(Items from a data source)

⁂

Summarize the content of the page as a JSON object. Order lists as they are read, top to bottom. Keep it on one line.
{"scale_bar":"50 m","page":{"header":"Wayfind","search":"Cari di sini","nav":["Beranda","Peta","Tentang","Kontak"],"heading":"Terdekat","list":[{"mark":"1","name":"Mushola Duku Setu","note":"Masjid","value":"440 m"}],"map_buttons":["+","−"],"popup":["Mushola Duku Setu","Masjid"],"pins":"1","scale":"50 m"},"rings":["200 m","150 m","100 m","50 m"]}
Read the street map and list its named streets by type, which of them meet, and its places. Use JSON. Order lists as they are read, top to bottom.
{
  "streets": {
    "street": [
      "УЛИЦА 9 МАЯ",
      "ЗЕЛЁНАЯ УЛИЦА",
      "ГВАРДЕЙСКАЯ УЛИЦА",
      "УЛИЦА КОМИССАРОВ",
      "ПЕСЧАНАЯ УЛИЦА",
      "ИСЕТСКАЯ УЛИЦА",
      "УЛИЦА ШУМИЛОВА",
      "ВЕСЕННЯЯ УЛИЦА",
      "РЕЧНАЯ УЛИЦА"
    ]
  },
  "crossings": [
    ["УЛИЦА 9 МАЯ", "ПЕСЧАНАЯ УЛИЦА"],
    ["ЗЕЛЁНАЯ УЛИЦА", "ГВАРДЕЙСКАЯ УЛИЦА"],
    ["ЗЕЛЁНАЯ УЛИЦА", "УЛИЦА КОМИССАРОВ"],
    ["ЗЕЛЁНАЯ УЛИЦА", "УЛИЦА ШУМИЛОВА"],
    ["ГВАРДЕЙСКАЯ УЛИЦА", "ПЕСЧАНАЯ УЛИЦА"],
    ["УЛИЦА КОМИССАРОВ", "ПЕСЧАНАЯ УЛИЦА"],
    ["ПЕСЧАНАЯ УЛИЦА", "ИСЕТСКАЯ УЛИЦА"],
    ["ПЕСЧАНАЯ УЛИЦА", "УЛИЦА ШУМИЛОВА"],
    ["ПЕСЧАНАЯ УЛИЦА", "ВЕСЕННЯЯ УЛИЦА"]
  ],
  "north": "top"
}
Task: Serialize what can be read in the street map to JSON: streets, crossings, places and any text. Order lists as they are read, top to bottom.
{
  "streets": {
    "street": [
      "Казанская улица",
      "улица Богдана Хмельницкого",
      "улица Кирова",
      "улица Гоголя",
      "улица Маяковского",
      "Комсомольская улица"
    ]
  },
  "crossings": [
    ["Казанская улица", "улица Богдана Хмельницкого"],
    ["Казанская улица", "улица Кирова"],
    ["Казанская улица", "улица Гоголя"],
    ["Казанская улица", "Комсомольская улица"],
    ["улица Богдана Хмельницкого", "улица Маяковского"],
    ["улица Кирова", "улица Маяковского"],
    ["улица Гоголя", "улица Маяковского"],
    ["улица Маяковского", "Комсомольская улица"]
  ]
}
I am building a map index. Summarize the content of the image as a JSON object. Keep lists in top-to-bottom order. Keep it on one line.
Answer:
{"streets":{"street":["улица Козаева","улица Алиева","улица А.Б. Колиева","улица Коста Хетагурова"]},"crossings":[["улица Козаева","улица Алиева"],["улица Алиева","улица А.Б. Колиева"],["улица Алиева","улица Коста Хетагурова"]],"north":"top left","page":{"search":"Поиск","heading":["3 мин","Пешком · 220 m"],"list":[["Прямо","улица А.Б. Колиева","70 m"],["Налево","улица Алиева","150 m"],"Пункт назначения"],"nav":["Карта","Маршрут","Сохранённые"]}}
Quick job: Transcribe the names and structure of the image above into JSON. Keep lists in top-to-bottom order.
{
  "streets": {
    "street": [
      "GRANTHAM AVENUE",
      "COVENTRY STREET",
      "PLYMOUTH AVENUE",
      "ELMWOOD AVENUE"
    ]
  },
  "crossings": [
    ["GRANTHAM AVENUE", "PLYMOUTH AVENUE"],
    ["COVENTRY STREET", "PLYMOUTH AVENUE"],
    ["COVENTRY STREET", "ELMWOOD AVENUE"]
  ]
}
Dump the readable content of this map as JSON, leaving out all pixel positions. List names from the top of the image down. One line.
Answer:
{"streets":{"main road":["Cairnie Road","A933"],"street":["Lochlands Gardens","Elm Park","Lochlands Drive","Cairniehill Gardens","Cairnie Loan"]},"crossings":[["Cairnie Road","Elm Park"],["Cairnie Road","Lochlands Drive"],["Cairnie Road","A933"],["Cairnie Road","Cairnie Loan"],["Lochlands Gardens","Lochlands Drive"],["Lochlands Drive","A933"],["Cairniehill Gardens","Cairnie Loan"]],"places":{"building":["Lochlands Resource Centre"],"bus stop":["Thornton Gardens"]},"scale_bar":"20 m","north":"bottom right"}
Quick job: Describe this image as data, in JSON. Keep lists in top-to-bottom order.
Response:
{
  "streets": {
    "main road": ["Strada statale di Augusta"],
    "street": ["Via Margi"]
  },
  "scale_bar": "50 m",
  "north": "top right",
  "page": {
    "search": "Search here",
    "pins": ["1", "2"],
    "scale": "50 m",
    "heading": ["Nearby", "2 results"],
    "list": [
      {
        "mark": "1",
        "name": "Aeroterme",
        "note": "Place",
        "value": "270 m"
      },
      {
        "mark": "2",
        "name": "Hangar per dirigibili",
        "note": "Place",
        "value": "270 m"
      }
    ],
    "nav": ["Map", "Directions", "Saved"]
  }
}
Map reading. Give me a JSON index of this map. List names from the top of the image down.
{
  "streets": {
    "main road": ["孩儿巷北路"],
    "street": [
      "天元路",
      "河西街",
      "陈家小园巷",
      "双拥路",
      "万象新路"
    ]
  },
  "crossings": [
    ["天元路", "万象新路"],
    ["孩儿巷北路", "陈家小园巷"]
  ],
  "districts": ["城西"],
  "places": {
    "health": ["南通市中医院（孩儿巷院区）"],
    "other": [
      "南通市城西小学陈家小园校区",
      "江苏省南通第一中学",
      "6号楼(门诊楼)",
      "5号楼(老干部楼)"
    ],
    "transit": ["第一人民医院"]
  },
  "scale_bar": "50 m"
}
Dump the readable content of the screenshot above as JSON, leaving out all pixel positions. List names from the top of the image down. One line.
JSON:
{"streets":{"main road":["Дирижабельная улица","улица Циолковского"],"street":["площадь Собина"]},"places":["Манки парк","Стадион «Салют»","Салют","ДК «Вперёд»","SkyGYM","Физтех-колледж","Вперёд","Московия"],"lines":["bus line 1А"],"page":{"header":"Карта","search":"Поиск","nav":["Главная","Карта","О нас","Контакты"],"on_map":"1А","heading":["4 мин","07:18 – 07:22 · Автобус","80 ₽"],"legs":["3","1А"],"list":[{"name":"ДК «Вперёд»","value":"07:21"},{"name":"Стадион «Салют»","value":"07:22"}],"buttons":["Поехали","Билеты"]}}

⁂

*WHAT THE TASK REQUIRES:* List the lines of the records where "pixel" occurs.

*TASK ANSWER:*
Dump the readable content of this map as JSON, leaving out all pixel positions. List names from the top of the image down. One line.
Dump the readable content of the screenshot above as JSON, leaving out all pixel positions. List names from the top of the image down. One line.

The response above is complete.